──────── Supplied records

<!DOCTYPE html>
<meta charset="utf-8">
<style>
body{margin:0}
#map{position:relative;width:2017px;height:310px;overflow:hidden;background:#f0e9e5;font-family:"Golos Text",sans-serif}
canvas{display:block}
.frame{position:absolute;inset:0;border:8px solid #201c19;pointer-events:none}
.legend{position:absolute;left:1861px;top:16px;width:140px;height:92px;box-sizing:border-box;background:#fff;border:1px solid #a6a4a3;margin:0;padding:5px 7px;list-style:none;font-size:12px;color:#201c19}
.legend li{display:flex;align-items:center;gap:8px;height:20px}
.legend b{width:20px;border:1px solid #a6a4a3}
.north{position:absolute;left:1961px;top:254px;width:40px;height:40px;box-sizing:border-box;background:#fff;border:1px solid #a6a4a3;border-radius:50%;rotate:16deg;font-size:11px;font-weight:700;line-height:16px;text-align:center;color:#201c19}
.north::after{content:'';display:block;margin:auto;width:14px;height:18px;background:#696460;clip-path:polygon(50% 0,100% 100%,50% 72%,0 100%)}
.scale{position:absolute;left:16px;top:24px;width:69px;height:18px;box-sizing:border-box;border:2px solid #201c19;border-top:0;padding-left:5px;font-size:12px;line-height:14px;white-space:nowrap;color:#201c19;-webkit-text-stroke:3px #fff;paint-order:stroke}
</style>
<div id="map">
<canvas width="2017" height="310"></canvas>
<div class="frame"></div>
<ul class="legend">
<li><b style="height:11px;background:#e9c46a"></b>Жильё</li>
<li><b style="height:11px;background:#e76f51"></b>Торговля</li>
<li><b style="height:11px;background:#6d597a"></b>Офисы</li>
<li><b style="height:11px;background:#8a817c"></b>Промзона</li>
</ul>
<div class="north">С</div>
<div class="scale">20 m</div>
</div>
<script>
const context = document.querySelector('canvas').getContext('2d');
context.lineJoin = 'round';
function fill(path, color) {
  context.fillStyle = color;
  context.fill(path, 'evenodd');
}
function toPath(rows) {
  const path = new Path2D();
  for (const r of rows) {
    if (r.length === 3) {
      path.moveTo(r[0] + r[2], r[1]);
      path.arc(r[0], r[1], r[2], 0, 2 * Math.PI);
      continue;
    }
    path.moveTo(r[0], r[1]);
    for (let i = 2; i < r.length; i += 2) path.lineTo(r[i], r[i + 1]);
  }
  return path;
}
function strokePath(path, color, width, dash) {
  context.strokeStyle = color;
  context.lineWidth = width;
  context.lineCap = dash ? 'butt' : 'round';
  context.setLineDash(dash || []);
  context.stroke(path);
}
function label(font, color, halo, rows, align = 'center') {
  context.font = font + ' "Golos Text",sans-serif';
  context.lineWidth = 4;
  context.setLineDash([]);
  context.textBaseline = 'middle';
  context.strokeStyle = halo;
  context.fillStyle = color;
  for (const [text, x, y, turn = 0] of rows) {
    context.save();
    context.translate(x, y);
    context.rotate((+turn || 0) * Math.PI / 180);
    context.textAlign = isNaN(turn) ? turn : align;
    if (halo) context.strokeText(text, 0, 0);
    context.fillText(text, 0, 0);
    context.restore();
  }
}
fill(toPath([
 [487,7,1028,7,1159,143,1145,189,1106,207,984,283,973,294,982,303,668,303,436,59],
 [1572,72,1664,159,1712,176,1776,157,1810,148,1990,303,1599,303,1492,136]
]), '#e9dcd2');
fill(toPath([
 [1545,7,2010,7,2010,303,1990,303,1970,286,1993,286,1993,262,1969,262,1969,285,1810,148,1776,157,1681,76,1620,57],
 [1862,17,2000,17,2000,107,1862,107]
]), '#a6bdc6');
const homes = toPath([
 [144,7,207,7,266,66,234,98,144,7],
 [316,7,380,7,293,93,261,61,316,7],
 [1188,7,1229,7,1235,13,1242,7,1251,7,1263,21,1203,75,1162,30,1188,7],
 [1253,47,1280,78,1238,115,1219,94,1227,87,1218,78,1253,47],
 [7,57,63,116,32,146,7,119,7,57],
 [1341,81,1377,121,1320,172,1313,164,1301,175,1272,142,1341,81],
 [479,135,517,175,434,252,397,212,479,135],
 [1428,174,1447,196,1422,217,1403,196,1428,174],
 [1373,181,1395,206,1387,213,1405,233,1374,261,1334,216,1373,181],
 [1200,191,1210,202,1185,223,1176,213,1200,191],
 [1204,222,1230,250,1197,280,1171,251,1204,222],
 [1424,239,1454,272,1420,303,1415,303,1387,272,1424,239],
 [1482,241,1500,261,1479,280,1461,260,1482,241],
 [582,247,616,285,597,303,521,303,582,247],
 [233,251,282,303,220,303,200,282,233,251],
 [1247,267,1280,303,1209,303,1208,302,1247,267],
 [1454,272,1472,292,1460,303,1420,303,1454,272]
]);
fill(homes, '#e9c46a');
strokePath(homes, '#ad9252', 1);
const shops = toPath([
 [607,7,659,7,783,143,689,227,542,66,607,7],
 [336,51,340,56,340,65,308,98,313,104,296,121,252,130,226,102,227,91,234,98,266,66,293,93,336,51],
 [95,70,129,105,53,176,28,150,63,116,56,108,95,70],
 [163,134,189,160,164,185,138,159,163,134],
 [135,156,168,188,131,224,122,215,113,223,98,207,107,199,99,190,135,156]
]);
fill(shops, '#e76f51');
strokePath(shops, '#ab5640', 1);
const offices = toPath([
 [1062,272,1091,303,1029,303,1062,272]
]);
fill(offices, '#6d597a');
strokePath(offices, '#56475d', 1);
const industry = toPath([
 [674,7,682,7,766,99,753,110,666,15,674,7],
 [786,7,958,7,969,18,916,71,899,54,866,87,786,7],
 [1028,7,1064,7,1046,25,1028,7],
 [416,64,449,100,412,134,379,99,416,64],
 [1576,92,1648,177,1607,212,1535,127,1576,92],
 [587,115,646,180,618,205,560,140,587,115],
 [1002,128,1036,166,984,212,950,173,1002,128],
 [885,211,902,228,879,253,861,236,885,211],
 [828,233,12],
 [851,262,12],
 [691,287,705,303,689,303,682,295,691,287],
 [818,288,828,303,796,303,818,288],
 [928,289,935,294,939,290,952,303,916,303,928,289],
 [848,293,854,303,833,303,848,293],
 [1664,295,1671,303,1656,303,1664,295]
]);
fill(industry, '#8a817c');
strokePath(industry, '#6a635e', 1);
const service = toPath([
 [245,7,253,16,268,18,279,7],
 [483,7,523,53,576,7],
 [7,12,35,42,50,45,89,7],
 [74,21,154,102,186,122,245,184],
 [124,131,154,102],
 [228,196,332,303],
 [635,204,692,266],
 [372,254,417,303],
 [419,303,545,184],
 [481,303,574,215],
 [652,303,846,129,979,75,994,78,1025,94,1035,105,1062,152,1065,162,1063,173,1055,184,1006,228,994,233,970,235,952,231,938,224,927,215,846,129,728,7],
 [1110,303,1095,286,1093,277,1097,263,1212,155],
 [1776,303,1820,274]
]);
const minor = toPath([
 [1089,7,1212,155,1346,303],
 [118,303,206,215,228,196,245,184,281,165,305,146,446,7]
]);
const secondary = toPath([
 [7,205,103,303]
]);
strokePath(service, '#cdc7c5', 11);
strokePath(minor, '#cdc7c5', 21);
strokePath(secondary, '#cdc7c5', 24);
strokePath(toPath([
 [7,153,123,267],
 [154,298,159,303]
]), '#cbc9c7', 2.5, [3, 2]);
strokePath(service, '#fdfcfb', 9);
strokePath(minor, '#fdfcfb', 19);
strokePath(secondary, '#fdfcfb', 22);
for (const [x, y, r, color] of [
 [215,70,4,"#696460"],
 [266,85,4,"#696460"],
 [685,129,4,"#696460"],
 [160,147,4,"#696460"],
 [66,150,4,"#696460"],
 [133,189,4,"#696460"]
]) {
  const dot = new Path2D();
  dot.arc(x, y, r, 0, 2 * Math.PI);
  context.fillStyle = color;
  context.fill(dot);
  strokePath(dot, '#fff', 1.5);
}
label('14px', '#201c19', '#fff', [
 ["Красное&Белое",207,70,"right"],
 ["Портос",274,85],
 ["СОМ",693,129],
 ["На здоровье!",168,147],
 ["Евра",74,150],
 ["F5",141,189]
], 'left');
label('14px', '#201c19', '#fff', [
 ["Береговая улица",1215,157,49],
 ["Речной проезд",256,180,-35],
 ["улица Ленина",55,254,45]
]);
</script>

────────────────

Reproduce, character for character, only the lines of the preceding data that start at the line with "context.setLineDash(dash || []);" and end at the line with "context.strokeStyle = halo;", both included.

  context.setLineDash(dash || []);
  context.stroke(path);
}
function label(font, color, halo, rows, align = 'center') {
  context.font = font + ' "Golos Text",sans-serif';
  context.lineWidth = 4;
  context.setLineDash([]);
  context.textBaseline = 'middle';
  context.strokeStyle = halo;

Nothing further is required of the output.